Exercise details ::
With pictures left out, set down every record word for word.

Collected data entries

------------------------------------------------------------------------

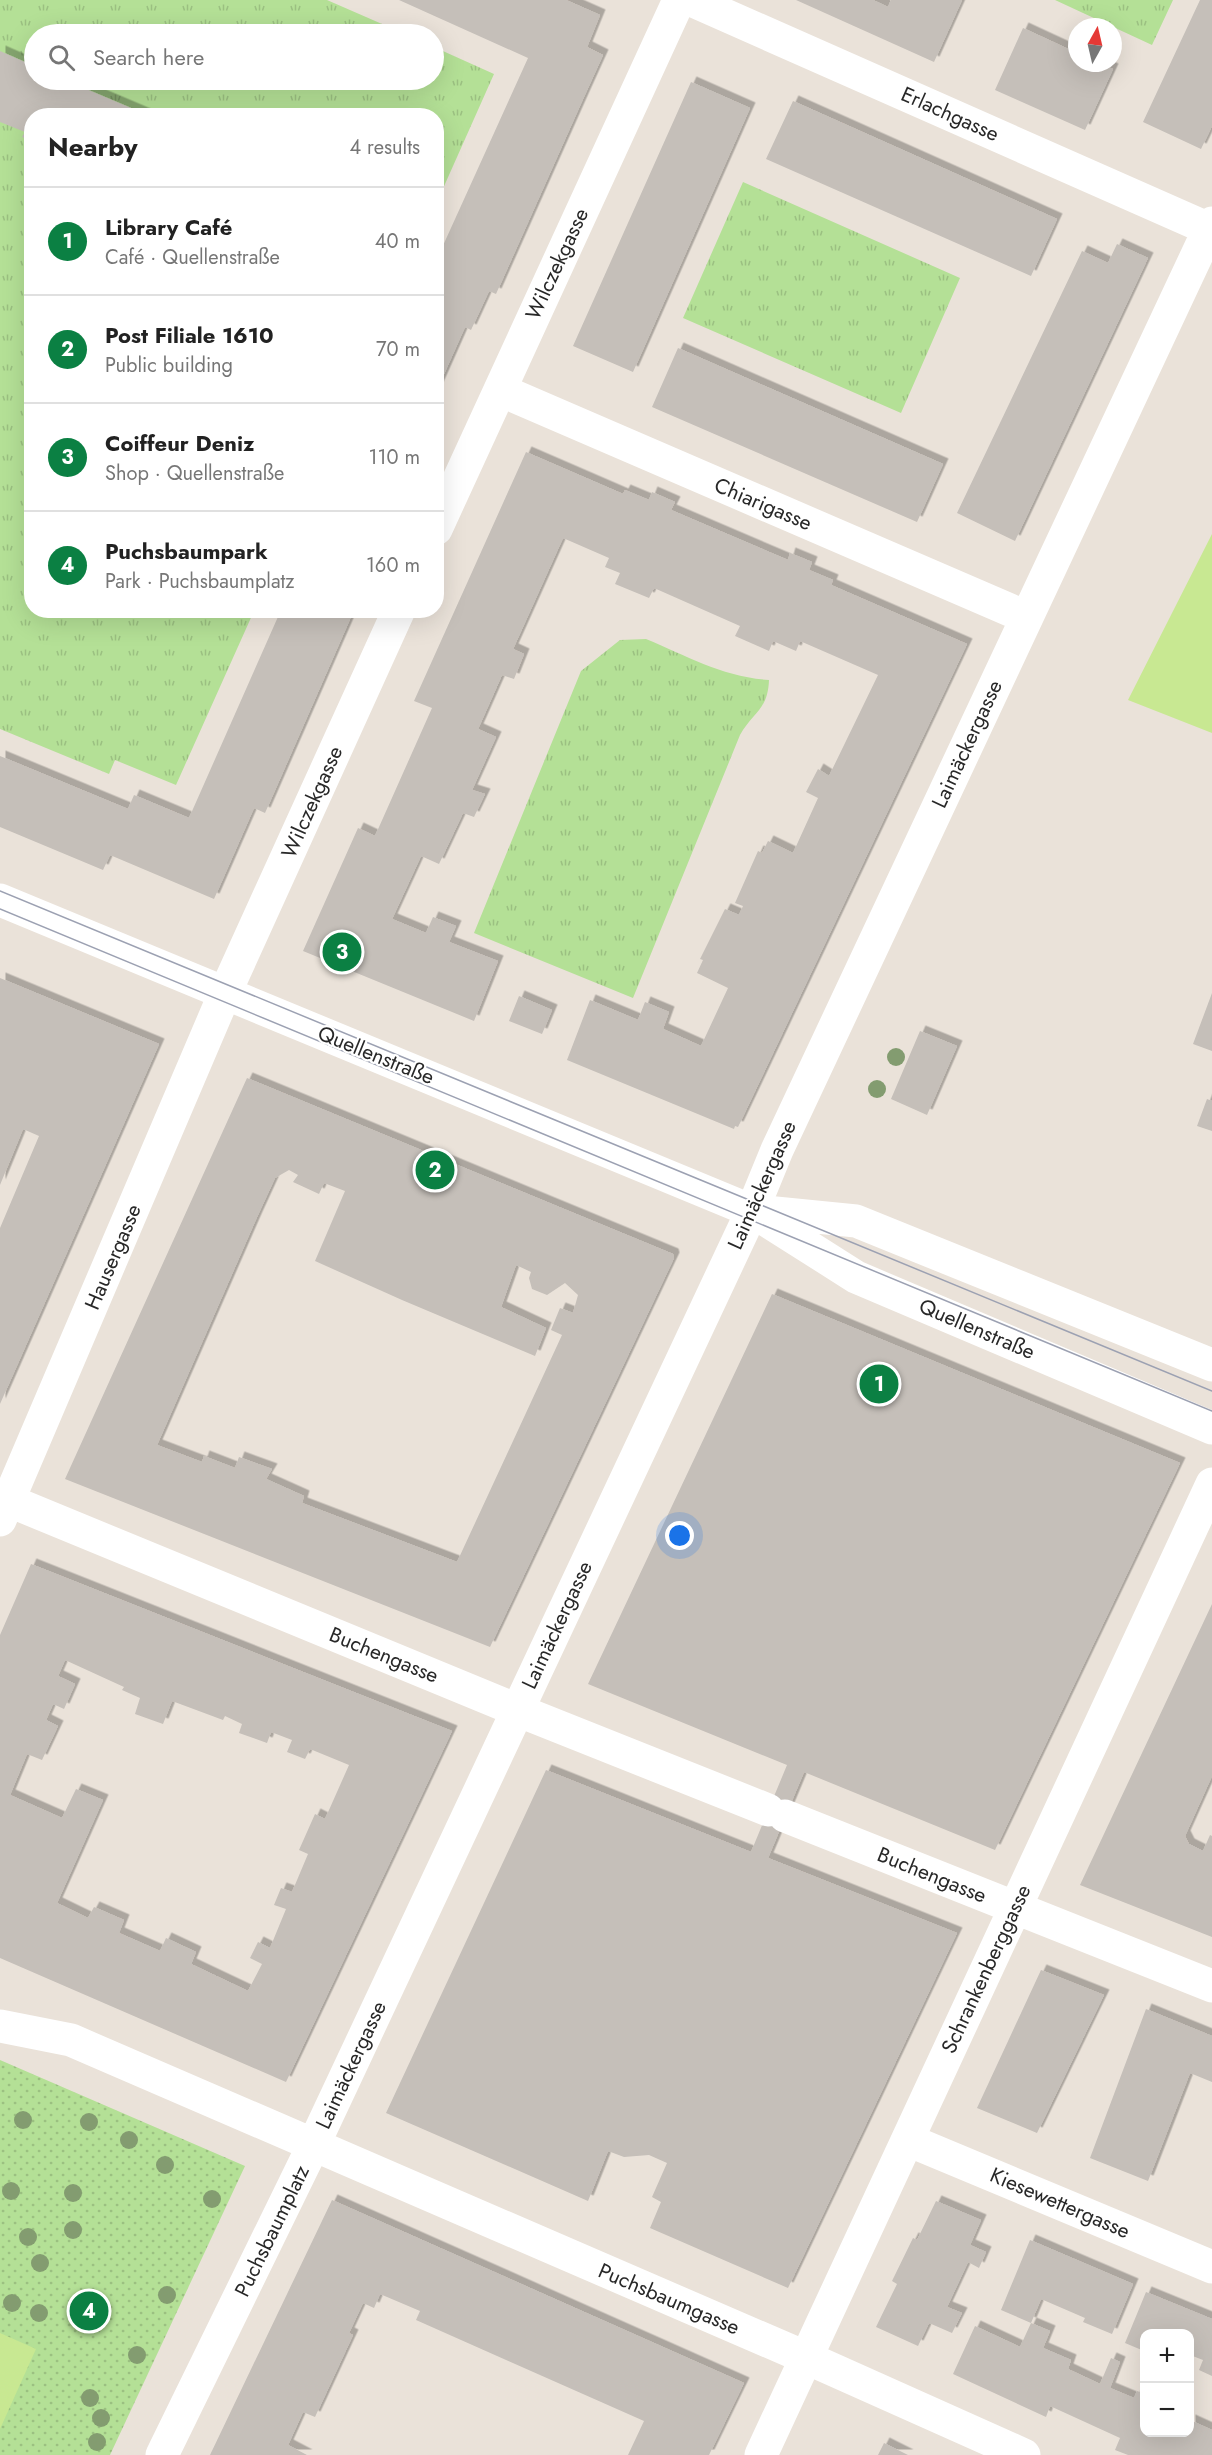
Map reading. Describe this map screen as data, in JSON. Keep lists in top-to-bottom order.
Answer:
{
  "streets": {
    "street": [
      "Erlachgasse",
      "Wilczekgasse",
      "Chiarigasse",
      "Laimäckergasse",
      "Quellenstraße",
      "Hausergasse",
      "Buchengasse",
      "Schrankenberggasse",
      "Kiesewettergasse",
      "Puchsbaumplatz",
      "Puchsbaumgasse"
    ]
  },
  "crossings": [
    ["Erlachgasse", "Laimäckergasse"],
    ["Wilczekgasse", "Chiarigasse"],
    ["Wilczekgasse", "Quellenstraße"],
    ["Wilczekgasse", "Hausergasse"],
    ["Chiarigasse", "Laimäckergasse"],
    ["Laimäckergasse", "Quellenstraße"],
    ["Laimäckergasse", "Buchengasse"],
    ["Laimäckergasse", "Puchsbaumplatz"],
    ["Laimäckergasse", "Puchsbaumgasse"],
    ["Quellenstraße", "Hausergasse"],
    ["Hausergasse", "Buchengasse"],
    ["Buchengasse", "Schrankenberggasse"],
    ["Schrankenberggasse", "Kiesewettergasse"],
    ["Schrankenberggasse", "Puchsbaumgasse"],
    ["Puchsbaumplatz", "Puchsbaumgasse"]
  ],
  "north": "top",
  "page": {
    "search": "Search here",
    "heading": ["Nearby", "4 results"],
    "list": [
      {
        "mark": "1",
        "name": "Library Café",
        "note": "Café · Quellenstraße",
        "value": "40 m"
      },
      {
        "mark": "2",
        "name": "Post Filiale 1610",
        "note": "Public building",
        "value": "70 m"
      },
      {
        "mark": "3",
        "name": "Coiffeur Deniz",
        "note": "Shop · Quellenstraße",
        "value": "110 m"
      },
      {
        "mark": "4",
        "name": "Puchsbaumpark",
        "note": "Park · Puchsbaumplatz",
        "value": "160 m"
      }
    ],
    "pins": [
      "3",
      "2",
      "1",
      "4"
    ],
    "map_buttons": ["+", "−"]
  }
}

------------------------------------------------------------------------

Solution ::
Map reading. Describe this map screen as data, in JSON. Keep lists in top-to-bottom order.
Answer:
{
  "streets": {
    "street": [
      "Erlachgasse",
      "Wilczekgasse",
      "Chiarigasse",
      "Laimäckergasse",
      "Quellenstraße",
      "Hausergasse",
      "Buchengasse",
      "Schrankenberggasse",
      "Kiesewettergasse",
      "Puchsbaumplatz",
      "Puchsbaumgasse"
    ]
  },
  "crossings": [
    ["Erlachgasse", "Laimäckergasse"],
    ["Wilczekgasse", "Chiarigasse"],
    ["Wilczekgasse", "Quellenstraße"],
    ["Wilczekgasse", "Hausergasse"],
    ["Chiarigasse", "Laimäckergasse"],
    ["Laimäckergasse", "Quellenstraße"],
    ["Laimäckergasse", "Buchengasse"],
    ["Laimäckergasse", "Puchsbaumplatz"],
    ["Laimäckergasse", "Puchsbaumgasse"],
    ["Quellenstraße", "Hausergasse"],
    ["Hausergasse", "Buchengasse"],
    ["Buchengasse", "Schrankenberggasse"],
    ["Schrankenberggasse", "Kiesewettergasse"],
    ["Schrankenberggasse", "Puchsbaumgasse"],
    ["Puchsbaumplatz", "Puchsbaumgasse"]
  ],
  "north": "top",
  "page": {
    "search": "Search here",
    "heading": ["Nearby", "4 results"],
    "list": [
      {
        "mark": "1",
        "name": "Library Café",
        "note": "Café · Quellenstraße",
        "value": "40 m"
      },
      {
        "mark": "2",
        "name": "Post Filiale 1610",
        "note": "Public building",
        "value": "70 m"
      },
      {
        "mark": "3",
        "name": "Coiffeur Deniz",
        "note": "Shop · Quellenstraße",
        "value": "110 m"
      },
      {
        "mark": "4",
        "name": "Puchsbaumpark",
        "note": "Park · Puchsbaumplatz",
        "value": "160 m"
      }
    ],
    "pins": [
      "3",
      "2",
      "1",
      "4"
    ],
    "map_buttons": ["+", "−"]
  }
}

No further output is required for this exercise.